Collected data entries
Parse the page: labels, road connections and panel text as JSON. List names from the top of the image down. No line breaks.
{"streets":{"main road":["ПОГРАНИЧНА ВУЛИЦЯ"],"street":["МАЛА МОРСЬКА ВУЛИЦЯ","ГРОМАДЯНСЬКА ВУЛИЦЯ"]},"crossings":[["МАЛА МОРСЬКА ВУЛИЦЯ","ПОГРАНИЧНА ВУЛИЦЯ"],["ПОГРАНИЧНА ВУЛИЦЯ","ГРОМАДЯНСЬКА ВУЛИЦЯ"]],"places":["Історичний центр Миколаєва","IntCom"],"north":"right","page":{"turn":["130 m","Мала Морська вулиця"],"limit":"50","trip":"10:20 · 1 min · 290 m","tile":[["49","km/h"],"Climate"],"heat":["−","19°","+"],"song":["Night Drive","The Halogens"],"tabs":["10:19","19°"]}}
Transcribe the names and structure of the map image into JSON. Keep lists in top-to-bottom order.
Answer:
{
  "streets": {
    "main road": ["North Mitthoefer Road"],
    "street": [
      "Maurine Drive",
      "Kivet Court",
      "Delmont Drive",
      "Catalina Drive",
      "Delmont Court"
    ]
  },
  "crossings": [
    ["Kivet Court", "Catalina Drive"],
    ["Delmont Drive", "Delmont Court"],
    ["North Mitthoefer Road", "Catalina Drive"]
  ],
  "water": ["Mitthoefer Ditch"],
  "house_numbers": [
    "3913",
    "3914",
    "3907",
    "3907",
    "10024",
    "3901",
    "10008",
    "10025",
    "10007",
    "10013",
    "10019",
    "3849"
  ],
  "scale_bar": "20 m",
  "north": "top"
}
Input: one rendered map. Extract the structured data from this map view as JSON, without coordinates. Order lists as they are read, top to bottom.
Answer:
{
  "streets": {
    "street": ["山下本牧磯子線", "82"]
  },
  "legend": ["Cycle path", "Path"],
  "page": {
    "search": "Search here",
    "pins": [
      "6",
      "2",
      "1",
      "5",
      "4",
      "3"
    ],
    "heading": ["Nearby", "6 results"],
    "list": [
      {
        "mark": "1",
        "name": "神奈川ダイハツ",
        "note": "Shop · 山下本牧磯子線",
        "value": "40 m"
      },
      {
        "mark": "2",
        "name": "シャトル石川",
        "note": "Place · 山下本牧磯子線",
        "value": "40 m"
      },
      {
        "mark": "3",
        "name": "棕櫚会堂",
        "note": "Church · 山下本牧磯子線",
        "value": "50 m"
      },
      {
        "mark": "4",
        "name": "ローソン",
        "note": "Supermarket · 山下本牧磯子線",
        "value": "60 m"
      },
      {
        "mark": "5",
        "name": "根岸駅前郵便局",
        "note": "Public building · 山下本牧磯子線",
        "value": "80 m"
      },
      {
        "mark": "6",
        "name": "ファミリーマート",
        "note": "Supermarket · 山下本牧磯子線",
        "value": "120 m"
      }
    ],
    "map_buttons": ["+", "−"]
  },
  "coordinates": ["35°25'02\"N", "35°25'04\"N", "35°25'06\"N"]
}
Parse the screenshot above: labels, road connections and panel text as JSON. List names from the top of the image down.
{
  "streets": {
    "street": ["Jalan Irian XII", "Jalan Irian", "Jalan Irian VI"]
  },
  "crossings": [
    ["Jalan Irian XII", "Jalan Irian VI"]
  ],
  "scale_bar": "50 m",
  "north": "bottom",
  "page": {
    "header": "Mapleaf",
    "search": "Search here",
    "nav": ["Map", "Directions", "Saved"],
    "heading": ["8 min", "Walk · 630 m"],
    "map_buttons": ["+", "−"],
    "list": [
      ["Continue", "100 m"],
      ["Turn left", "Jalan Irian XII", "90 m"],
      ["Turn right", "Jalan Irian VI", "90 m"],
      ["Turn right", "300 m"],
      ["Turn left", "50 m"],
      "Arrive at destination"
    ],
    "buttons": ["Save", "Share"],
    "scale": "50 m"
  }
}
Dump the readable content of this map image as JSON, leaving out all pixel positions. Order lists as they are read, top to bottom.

▶ [PROBLEM TO WORK ON] How many of the lines in the data above carry the word "they"? Say the number and nothing else.

▶ [ANSWER BOX] 2